Brent thanks for the information to I do the shirt for my church to , but joining the PTA is a great idea. LaTonya


----------



## GraduateClothing (Feb 22, 2009)

Be creative, just get your name out there. Find reasons to bring up your clothing in conversations, leave posters in shops. The best idea is to just wear your clothing and keep business cards ready for when people ask you about the clothes your wearing.


----------



## masterchiva (Dec 24, 2007)

MeyersPrintShack said:


> My wife and I joined the chamber of commerce,the high school's booster club,the PTSA,and are active at church.It takes time going to meetings, but we now are known and do tons of shirts for all of these groups. It is free Good Luck


So I guess the chamber of commerce is really worth it huh? I've been wondering on that for a while.


----------



## MeyersPrintShack (Jan 28, 2009)

In our area it is. They have grand openings of new businesses often. All members are invited, so you get to meet the new business owners in the area.It's amazing to us how our business has grown in just two years.We do not spend much money advertising.The only problem is it takes time going to meetings.


----------



## DeviantPromos (Mar 2, 2009)

I've recently signed up with Google AdWords and so far I've had some luck. What is so great about it is that you set your monthly budget and from there on out Google takes care of the adverstising. Your ad camaign can be up and running within 10 minutes.

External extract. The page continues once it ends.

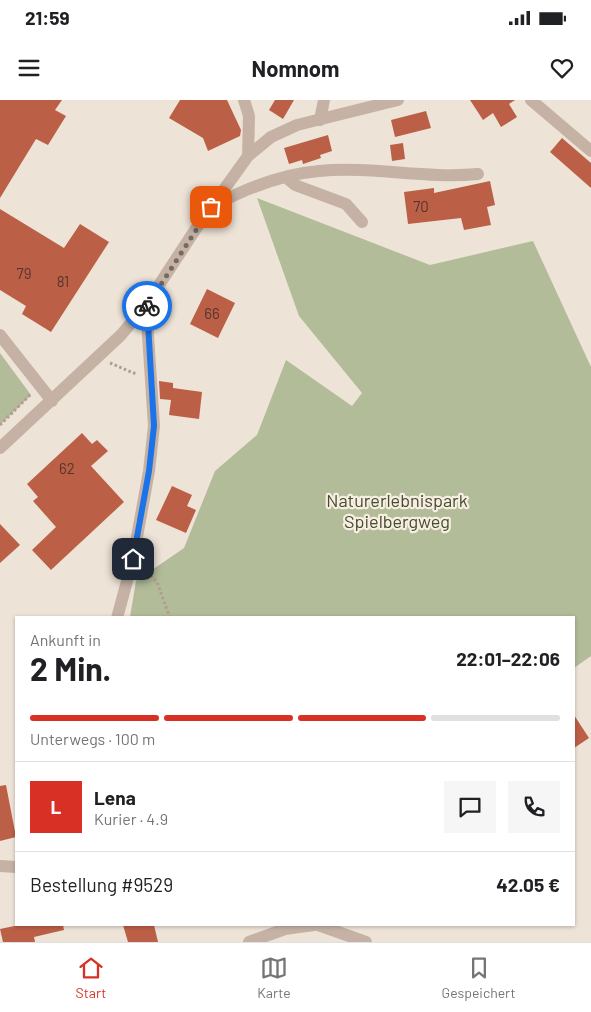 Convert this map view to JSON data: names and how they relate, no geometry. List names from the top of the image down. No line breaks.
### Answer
{"parks":["Naturerlebnispark Spielbergweg"],"house_numbers":["70","79","81","66","62"],"page":{"status":"21:59","header":"Nomnom","heading":["2 Min.","Ankunft in","22:01–22:06"],"panel":["Lena","Kurier · 4.9","Bestellung #9529","42.05 €"],"bar":"Unterwegs · 100 m","round":"L","tabs":["Start","Karte","Gespeichert"]}}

Check it out: Welcome to Google Advertising Programs


----------



## GraduateClothing (Feb 22, 2009)

DeviantPromos said:


> I've recently signed up with Google AdWords and so far I've had some luck. What is so great about it is that you set your monthly budget and from there on out Google takes care of the adverstising. Your ad camaign can be up and running within 10 minutes.
> 
> Check it out: Welcome to Google Advertising Programs


How have you found adwords so far?


----------



## DeviantPromos (Mar 2, 2009)

GraduateClothing said:


> How have you found adwords so far?


Honestly - I think that its great. I have been advertising for about a month now and I've gotten two new jobs out of the deal. My budget is only set at $20 bucks a month right now. I would say that so far so good! I may bump up my budget more to see if I can more exposure.


----------



## hotmale4yu (Feb 21, 2009)

good adwords cost a lot no?


----------



## DeviantPromos (Mar 2, 2009)

hotmale4yu said:


> good adwords cost a lot no?


Well that is up to you. You set a monthly budget which determines how many times your ad is shown. So basically you set a price that is in your budget.


----------



## GraduateClothing (Feb 22, 2009)

DeviantPromos said:


> Well that is up to you. You set a monthly budget which determines how many times your ad is shown. So basically you set a price that is in your budget.



Oh okay I get how it works now. Thats pretty cool that you set your budget and thats has to do with how much exposure you get.


----------



## DeviantPromos (Mar 2, 2009)

GraduateClothing said:


> Oh okay I get how it works now. Thats pretty cool that you set your budget and thats has to do with how much exposure you get.


Yeah I totally recommend trying it out. You really can't lose money because you are setting your budget. If you think its not working than you can increase your budget for maximum exposure or just pull the ads all together.

If you have any other questions please let me know!


----------



## GraduateClothing (Feb 22, 2009)

DeviantPromos said:


> Yeah I totally recommend trying it out. You really can't lose money because you are setting your budget. If you think its not working than you can increase your budget for maximum exposure or just pull the ads all together.
> 
> If you have any other questions please let me know!



Sweet I will look into using it more now. Since you have started using it have you noticed an increase in your traffic and even sales?


----------



## Reckless Tees (Feb 24, 2007)

MeyersPrintShack said:


> My wife and I joined the chamber of commerce,the high school's booster club,the PTSA,and are active at church.It takes time going to meetings, but we now are known and do tons of shirts for all of these groups. It is free Good Luck


 
Joining the chamber of commerce is NOT free. For some cities, it may run upwards of $200-300. It is worth it, however, and I also recommmend joining business networking groups like BNI.


----------